Si le Président échappa au redoublement, ce ne
fut pas le cas du garçon ici présent, Thierry
Meurat, qui eut donc la chance de passer une année supplémentaire sous la férule du père Léon et de commencer à fricoter avec mon petit frère
qui avait, lui, réussi à sauvegarder son année d'avance, peut-être parce qu'il était né en janvier, va savoir. C'est qu'en effet, avec notre déménagement à Tasonlande, route de Bonnat, nous
devînmes voisins avec Thierry, dont le père travailla jusqu'à sa retraite aux Abattoirs.

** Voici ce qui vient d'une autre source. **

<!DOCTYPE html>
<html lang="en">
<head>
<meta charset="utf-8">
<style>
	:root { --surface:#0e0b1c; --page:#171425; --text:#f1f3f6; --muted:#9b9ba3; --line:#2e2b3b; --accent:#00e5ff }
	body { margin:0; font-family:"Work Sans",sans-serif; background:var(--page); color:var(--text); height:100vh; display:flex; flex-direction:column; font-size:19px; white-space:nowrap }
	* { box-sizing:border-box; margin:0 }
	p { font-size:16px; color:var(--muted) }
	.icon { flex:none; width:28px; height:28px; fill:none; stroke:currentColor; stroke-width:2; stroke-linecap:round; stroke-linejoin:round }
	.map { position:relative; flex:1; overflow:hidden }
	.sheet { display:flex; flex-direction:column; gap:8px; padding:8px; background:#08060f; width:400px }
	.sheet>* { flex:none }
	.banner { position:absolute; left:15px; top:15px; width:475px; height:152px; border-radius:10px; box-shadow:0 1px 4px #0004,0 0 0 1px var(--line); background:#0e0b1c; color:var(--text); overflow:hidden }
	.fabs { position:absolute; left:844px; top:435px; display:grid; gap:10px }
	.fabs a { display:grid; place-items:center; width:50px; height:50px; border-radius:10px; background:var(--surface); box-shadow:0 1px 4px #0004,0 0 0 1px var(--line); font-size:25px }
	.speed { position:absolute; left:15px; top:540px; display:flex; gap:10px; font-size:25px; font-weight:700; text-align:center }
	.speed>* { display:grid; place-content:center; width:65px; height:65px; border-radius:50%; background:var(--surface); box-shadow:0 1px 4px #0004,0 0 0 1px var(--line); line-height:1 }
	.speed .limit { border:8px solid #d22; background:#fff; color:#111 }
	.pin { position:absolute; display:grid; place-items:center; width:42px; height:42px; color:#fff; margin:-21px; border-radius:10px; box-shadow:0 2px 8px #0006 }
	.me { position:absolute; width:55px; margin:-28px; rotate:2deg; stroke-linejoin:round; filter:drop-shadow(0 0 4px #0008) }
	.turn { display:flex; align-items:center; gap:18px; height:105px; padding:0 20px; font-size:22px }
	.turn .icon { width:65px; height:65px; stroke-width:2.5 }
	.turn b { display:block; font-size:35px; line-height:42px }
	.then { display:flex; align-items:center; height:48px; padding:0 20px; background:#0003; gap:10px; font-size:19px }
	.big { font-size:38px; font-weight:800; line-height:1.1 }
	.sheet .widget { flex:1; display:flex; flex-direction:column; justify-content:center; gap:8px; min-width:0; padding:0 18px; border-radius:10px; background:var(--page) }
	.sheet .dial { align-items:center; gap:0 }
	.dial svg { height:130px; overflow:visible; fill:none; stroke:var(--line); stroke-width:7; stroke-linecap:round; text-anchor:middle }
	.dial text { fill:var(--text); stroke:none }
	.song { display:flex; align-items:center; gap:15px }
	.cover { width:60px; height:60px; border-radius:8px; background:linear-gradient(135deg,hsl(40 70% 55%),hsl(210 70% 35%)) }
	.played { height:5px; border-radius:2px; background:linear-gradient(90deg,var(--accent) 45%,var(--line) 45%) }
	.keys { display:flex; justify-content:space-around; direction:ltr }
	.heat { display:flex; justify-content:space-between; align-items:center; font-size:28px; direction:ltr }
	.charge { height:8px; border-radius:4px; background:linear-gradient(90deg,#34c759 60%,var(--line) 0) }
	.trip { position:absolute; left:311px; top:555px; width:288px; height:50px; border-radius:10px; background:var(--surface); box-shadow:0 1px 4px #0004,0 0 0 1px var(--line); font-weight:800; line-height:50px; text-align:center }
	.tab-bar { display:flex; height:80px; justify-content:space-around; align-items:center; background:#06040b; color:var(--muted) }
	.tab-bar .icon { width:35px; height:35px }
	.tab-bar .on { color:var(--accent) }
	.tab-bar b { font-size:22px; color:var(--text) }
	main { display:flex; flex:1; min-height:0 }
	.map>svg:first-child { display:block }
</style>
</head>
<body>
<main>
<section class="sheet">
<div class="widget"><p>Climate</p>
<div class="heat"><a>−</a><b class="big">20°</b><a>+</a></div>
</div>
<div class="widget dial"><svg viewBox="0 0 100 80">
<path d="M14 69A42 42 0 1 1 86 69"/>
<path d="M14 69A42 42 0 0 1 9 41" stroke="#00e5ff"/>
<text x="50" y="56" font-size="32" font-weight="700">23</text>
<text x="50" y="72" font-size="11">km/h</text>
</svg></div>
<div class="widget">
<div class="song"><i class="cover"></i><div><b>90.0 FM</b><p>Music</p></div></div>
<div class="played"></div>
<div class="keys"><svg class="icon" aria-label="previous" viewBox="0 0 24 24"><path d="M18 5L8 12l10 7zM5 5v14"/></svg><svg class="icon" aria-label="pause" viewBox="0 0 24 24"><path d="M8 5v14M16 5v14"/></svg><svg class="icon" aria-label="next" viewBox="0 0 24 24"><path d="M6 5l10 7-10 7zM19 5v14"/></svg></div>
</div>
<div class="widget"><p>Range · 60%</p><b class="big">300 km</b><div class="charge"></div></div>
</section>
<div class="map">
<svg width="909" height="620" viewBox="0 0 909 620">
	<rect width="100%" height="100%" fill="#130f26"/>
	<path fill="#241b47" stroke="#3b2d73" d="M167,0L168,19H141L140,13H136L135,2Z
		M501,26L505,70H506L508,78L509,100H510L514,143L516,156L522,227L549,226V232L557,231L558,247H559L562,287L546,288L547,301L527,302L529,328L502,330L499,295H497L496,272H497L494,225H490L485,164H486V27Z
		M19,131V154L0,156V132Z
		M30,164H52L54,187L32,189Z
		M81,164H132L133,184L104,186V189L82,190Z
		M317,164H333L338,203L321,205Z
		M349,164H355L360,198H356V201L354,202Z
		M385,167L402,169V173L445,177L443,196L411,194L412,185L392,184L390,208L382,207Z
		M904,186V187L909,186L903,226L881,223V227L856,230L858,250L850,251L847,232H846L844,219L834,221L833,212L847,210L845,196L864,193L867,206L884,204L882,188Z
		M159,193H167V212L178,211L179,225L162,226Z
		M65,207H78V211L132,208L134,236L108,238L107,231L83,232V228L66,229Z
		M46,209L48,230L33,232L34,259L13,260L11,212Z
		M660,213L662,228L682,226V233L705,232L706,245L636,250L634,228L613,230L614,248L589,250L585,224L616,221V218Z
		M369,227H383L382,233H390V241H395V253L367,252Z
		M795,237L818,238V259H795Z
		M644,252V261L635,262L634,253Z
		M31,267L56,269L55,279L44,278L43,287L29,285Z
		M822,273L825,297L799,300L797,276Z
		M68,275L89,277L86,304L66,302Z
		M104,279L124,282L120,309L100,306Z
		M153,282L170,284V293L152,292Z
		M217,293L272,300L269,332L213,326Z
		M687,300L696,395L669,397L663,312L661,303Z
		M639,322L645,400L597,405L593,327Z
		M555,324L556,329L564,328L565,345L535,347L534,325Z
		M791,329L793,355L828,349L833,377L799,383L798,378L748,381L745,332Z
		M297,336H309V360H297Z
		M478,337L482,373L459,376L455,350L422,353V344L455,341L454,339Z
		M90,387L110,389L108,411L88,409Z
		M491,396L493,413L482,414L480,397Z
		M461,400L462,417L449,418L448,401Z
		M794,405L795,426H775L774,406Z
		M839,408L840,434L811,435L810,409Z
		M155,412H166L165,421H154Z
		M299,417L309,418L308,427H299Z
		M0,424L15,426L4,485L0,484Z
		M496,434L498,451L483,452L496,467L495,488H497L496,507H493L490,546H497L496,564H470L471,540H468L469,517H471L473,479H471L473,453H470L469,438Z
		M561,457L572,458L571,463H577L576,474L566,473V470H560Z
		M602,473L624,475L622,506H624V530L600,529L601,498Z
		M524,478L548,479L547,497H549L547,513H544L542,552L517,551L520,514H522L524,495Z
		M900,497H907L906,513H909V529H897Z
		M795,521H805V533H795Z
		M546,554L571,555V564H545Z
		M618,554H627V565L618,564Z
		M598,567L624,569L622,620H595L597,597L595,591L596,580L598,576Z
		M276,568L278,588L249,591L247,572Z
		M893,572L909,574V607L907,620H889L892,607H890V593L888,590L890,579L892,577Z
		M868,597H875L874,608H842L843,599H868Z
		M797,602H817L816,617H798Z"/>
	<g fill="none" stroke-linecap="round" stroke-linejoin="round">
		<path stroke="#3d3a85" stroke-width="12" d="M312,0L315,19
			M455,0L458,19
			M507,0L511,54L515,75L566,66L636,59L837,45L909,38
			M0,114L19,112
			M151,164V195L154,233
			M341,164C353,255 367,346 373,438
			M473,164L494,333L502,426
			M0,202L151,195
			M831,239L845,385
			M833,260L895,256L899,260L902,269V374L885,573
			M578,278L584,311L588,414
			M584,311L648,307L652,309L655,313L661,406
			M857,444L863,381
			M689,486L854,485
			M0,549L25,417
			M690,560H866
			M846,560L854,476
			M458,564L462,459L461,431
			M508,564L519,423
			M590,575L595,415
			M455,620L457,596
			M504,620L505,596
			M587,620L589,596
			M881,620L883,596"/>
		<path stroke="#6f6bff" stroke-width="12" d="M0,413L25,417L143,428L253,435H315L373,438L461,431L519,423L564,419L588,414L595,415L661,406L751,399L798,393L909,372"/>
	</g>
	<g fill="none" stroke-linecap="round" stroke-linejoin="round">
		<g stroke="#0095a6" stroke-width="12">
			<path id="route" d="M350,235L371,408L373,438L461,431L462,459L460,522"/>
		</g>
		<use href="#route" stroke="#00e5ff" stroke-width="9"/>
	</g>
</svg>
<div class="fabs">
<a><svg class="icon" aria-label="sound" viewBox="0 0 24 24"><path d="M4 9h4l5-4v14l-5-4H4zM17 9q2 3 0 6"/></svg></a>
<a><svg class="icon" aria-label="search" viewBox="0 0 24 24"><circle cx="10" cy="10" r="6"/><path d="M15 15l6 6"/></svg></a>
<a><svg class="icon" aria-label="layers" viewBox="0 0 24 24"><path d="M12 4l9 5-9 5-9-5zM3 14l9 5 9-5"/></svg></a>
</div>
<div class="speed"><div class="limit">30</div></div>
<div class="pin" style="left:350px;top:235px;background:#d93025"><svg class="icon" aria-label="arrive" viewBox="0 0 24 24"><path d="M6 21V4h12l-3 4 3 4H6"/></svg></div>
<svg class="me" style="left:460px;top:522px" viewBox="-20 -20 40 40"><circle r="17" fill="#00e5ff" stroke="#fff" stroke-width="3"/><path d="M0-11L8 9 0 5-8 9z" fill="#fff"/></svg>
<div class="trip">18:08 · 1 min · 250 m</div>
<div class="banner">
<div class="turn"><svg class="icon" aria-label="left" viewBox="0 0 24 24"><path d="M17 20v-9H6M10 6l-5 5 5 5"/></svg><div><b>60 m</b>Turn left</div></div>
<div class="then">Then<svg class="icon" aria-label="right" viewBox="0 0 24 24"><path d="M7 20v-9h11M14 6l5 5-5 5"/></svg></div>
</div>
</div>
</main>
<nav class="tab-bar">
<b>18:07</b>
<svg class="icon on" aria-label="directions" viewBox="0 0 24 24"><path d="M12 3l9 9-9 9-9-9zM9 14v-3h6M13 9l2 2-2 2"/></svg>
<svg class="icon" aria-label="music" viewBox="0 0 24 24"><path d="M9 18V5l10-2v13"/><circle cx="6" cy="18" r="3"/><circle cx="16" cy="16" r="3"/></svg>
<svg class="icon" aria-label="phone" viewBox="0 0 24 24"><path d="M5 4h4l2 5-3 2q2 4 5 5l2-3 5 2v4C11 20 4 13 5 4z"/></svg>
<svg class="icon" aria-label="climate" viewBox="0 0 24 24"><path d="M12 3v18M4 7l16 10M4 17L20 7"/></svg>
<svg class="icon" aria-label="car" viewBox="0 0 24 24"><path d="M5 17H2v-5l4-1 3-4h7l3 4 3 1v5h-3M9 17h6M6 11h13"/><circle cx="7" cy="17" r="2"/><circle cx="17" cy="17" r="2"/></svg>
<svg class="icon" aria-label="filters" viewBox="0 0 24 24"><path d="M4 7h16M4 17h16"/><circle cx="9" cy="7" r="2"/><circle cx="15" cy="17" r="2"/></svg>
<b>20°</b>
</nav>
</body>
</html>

Thierry fut donc surtout l'ami d'Alain, qu'il suivit jusqu'au lycée agricole, une vocation qui germa peut-être dans les nombreuses virées qu''il fit
avec nous à la ferme dans les années qui suivirent. C'était un costaud, un balèze, Thierry, pas très grand, mais trapu, véloce, musculeux, avec un cou de taureau. Il excella plus tard au rugby où
il joua dans l'équipe première du RACC.
De tous les enfants présents sur cette photo, c'est peut-être lui qui me donnait la plus forte image de la solidité, de la vigueur physique, de la
tranquillité bonhomme de celui qui se sait fort. Et pourtant, le destin se chargea de démentir cette vision : Thierry, avant même la trentaine, alors qu'il travaillait, je crois, pour une boîte
agro-alimentaire, eut un terrible accident de voiture qui le plongea dans le coma. On crut encore qu'il allait s'en sortir, lui si vaillant, si puissant, mais non, il n'émergea pas de
l'abîme, et il s'éteignit quelques jours plus tard. Dans nos mémoires, il restera toujours celui qui nous plaquait si fort quand nous jouions au rugby derrière chez lui, sur les
terrains encore vagues du futur lotissement du Sancy.